EXERCISE PROMPT: The full set of records is to be reproduced verbatim.

INFORMATION SUPPLIED:
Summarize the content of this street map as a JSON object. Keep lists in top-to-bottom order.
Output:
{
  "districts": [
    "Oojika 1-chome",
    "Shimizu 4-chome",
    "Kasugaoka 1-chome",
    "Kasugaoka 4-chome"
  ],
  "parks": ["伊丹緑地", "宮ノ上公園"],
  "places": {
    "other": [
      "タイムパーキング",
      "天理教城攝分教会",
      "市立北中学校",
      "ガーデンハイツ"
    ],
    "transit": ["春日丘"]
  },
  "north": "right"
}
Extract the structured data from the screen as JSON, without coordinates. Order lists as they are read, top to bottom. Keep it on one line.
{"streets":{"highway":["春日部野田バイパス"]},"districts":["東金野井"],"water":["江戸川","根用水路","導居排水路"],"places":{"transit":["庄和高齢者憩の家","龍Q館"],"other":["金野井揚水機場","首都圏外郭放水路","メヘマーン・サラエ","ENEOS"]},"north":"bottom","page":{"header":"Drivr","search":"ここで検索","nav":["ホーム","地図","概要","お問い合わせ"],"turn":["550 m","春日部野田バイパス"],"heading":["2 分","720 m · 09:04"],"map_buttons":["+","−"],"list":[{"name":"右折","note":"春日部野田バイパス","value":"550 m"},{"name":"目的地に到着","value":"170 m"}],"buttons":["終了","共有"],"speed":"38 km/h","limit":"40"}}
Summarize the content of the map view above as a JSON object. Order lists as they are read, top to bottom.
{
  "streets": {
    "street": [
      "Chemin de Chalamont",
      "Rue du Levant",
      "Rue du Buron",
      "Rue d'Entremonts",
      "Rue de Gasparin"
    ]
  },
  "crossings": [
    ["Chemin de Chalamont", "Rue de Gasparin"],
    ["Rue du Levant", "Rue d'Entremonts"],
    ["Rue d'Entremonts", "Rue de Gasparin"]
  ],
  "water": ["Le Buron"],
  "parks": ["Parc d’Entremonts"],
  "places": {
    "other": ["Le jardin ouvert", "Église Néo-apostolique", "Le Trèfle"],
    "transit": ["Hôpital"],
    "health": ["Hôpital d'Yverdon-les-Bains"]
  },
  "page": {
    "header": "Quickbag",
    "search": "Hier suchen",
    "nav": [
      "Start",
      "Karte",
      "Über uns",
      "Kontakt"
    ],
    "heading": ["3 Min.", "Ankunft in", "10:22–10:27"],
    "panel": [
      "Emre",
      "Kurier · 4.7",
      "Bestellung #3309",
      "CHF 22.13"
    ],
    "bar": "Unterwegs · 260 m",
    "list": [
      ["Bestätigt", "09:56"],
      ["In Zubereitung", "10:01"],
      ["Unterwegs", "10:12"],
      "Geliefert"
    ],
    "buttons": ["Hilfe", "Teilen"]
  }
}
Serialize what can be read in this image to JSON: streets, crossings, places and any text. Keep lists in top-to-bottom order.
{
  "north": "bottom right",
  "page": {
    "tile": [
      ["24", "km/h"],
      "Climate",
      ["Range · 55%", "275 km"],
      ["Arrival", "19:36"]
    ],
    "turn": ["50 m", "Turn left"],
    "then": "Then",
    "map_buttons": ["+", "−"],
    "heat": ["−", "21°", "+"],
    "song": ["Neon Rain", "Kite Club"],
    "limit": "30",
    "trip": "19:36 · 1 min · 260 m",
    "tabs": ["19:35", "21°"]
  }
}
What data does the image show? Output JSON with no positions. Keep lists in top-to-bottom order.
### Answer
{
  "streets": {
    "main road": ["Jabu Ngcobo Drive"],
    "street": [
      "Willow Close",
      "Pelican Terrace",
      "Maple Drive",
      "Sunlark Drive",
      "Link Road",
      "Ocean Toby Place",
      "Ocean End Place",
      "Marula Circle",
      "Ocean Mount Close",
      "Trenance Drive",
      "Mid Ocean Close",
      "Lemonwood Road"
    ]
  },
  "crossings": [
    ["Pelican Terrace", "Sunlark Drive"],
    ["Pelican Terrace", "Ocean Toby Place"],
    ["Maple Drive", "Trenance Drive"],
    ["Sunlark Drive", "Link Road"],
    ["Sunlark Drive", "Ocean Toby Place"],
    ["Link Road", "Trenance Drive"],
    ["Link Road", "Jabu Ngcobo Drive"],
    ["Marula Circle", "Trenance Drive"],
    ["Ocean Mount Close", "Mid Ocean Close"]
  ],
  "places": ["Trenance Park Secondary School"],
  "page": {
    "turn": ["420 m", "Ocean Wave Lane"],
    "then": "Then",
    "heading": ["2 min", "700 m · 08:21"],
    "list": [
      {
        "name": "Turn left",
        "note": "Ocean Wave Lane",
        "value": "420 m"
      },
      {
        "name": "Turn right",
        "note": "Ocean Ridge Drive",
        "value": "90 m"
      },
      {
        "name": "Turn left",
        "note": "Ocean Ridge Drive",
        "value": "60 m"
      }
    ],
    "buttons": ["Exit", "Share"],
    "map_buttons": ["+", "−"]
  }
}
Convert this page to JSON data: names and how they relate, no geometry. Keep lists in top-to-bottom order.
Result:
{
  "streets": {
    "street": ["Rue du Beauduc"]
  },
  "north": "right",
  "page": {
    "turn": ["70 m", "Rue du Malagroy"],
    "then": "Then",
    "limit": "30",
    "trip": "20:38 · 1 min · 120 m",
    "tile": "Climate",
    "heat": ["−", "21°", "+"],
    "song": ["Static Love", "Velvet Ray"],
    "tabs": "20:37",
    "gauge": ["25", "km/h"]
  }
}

TASK ANSWER:
Summarize the content of this street map as a JSON object. Keep lists in top-to-bottom order.
Output:
{
  "districts": [
    "Oojika 1-chome",
    "Shimizu 4-chome",
    "Kasugaoka 1-chome",
    "Kasugaoka 4-chome"
  ],
  "parks": ["伊丹緑地", "宮ノ上公園"],
  "places": {
    "other": [
      "タイムパーキング",
      "天理教城攝分教会",
      "市立北中学校",
      "ガーデンハイツ"
    ],
    "transit": ["春日丘"]
  },
  "north": "right"
}
Extract the structured data from the screen as JSON, without coordinates. Order lists as they are read, top to bottom. Keep it on one line.
{"streets":{"highway":["春日部野田バイパス"]},"districts":["東金野井"],"water":["江戸川","根用水路","導居排水路"],"places":{"transit":["庄和高齢者憩の家","龍Q館"],"other":["金野井揚水機場","首都圏外郭放水路","メヘマーン・サラエ","ENEOS"]},"north":"bottom","page":{"header":"Drivr","search":"ここで検索","nav":["ホーム","地図","概要","お問い合わせ"],"turn":["550 m","春日部野田バイパス"],"heading":["2 分","720 m · 09:04"],"map_buttons":["+","−"],"list":[{"name":"右折","note":"春日部野田バイパス","value":"550 m"},{"name":"目的地に到着","value":"170 m"}],"buttons":["終了","共有"],"speed":"38 km/h","limit":"40"}}
Summarize the content of the map view above as a JSON object. Order lists as they are read, top to bottom.
{
  "streets": {
    "street": [
      "Chemin de Chalamont",
      "Rue du Levant",
      "Rue du Buron",
      "Rue d'Entremonts",
      "Rue de Gasparin"
    ]
  },
  "crossings": [
    ["Chemin de Chalamont", "Rue de Gasparin"],
    ["Rue du Levant", "Rue d'Entremonts"],
    ["Rue d'Entremonts", "Rue de Gasparin"]
  ],
  "water": ["Le Buron"],
  "parks": ["Parc d’Entremonts"],
  "places": {
    "other": ["Le jardin ouvert", "Église Néo-apostolique", "Le Trèfle"],
    "transit": ["Hôpital"],
    "health": ["Hôpital d'Yverdon-les-Bains"]
  },
  "page": {
    "header": "Quickbag",
    "search": "Hier suchen",
    "nav": [
      "Start",
      "Karte",
      "Über uns",
      "Kontakt"
    ],
    "heading": ["3 Min.", "Ankunft in", "10:22–10:27"],
    "panel": [
      "Emre",
      "Kurier · 4.7",
      "Bestellung #3309",
      "CHF 22.13"
    ],
    "bar": "Unterwegs · 260 m",
    "list": [
      ["Bestätigt", "09:56"],
      ["In Zubereitung", "10:01"],
      ["Unterwegs", "10:12"],
      "Geliefert"
    ],
    "buttons": ["Hilfe", "Teilen"]
  }
}
Serialize what can be read in this image to JSON: streets, crossings, places and any text. Keep lists in top-to-bottom order.
{
  "north": "bottom right",
  "page": {
    "tile": [
      ["24", "km/h"],
      "Climate",
      ["Range · 55%", "275 km"],
      ["Arrival", "19:36"]
    ],
    "turn": ["50 m", "Turn left"],
    "then": "Then",
    "map_buttons": ["+", "−"],
    "heat": ["−", "21°", "+"],
    "song": ["Neon Rain", "Kite Club"],
    "limit": "30",
    "trip": "19:36 · 1 min · 260 m",
    "tabs": ["19:35", "21°"]
  }
}
What data does the image show? Output JSON with no positions. Keep lists in top-to-bottom order.
### Answer
{
  "streets": {
    "main road": ["Jabu Ngcobo Drive"],
    "street": [
      "Willow Close",
      "Pelican Terrace",
      "Maple Drive",
      "Sunlark Drive",
      "Link Road",
      "Ocean Toby Place",
      "Ocean End Place",
      "Marula Circle",
      "Ocean Mount Close",
      "Trenance Drive",
      "Mid Ocean Close",
      "Lemonwood Road"
    ]
  },
  "crossings": [
    ["Pelican Terrace", "Sunlark Drive"],
    ["Pelican Terrace", "Ocean Toby Place"],
    ["Maple Drive", "Trenance Drive"],
    ["Sunlark Drive", "Link Road"],
    ["Sunlark Drive", "Ocean Toby Place"],
    ["Link Road", "Trenance Drive"],
    ["Link Road", "Jabu Ngcobo Drive"],
    ["Marula Circle", "Trenance Drive"],
    ["Ocean Mount Close", "Mid Ocean Close"]
  ],
  "places": ["Trenance Park Secondary School"],
  "page": {
    "turn": ["420 m", "Ocean Wave Lane"],
    "then": "Then",
    "heading": ["2 min", "700 m · 08:21"],
    "list": [
      {
        "name": "Turn left",
        "note": "Ocean Wave Lane",
        "value": "420 m"
      },
      {
        "name": "Turn right",
        "note": "Ocean Ridge Drive",
        "value": "90 m"
      },
      {
        "name": "Turn left",
        "note": "Ocean Ridge Drive",
        "value": "60 m"
      }
    ],
    "buttons": ["Exit", "Share"],
    "map_buttons": ["+", "−"]
  }
}
Convert this page to JSON data: names and how they relate, no geometry. Keep lists in top-to-bottom order.
Result:
{
  "streets": {
    "street": ["Rue du Beauduc"]
  },
  "north": "right",
  "page": {
    "turn": ["70 m", "Rue du Malagroy"],
    "then": "Then",
    "limit": "30",
    "trip": "20:38 · 1 min · 120 m",
    "tile": "Climate",
    "heat": ["−", "21°", "+"],
    "song": ["Static Love", "Velvet Ray"],
    "tabs": "20:37",
    "gauge": ["25", "km/h"]
  }
}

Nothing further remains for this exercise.